◆ Records supplied:
----------------------------------------

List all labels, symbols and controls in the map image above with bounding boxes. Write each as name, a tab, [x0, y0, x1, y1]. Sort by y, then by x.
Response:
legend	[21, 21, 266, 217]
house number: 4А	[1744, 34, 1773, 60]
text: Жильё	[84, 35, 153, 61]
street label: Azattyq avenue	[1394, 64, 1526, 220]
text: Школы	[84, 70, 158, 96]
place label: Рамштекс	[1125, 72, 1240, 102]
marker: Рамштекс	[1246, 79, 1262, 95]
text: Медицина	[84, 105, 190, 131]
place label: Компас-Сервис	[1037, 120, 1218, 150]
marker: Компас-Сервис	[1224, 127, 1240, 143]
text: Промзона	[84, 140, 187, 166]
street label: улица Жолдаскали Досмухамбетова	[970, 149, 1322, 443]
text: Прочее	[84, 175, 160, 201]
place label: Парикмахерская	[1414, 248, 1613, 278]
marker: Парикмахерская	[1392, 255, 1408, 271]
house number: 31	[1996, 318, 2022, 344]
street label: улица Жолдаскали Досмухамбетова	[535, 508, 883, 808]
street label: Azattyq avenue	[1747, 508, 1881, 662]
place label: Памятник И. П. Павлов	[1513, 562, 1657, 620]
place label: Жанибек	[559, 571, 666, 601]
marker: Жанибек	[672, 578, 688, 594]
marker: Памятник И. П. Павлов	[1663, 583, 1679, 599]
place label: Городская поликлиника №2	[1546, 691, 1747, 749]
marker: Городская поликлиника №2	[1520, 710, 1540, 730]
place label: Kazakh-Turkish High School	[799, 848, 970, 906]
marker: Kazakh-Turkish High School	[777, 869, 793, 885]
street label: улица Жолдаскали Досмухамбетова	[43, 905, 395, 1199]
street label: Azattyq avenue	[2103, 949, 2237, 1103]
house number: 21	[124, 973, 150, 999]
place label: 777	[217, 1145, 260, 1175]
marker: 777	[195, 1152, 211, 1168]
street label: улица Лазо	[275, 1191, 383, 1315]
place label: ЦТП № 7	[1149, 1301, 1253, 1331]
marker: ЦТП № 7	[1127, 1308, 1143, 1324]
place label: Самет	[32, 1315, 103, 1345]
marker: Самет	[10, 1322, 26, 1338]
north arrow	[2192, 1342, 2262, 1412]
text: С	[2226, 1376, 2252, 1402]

----------------------------------------

◆ Task goal: With no additions or omissions, transcribe every record.

◆ Task solution:
List all labels, symbols and controls in the map image above with bounding boxes. Write each as name, a tab, [x0, y0, x1, y1]. Sort by y, then by x.
Response:
legend	[21, 21, 266, 217]
house number: 4А	[1744, 34, 1773, 60]
text: Жильё	[84, 35, 153, 61]
street label: Azattyq avenue	[1394, 64, 1526, 220]
text: Школы	[84, 70, 158, 96]
place label: Рамштекс	[1125, 72, 1240, 102]
marker: Рамштекс	[1246, 79, 1262, 95]
text: Медицина	[84, 105, 190, 131]
place label: Компас-Сервис	[1037, 120, 1218, 150]
marker: Компас-Сервис	[1224, 127, 1240, 143]
text: Промзона	[84, 140, 187, 166]
street label: улица Жолдаскали Досмухамбетова	[970, 149, 1322, 443]
text: Прочее	[84, 175, 160, 201]
place label: Парикмахерская	[1414, 248, 1613, 278]
marker: Парикмахерская	[1392, 255, 1408, 271]
house number: 31	[1996, 318, 2022, 344]
street label: улица Жолдаскали Досмухамбетова	[535, 508, 883, 808]
street label: Azattyq avenue	[1747, 508, 1881, 662]
place label: Памятник И. П. Павлов	[1513, 562, 1657, 620]
place label: Жанибек	[559, 571, 666, 601]
marker: Жанибек	[672, 578, 688, 594]
marker: Памятник И. П. Павлов	[1663, 583, 1679, 599]
place label: Городская поликлиника №2	[1546, 691, 1747, 749]
marker: Городская поликлиника №2	[1520, 710, 1540, 730]
place label: Kazakh-Turkish High School	[799, 848, 970, 906]
marker: Kazakh-Turkish High School	[777, 869, 793, 885]
street label: улица Жолдаскали Досмухамбетова	[43, 905, 395, 1199]
street label: Azattyq avenue	[2103, 949, 2237, 1103]
house number: 21	[124, 973, 150, 999]
place label: 777	[217, 1145, 260, 1175]
marker: 777	[195, 1152, 211, 1168]
street label: улица Лазо	[275, 1191, 383, 1315]
place label: ЦТП № 7	[1149, 1301, 1253, 1331]
marker: ЦТП № 7	[1127, 1308, 1143, 1324]
place label: Самет	[32, 1315, 103, 1345]
marker: Самет	[10, 1322, 26, 1338]
north arrow	[2192, 1342, 2262, 1412]
text: С	[2226, 1376, 2252, 1402]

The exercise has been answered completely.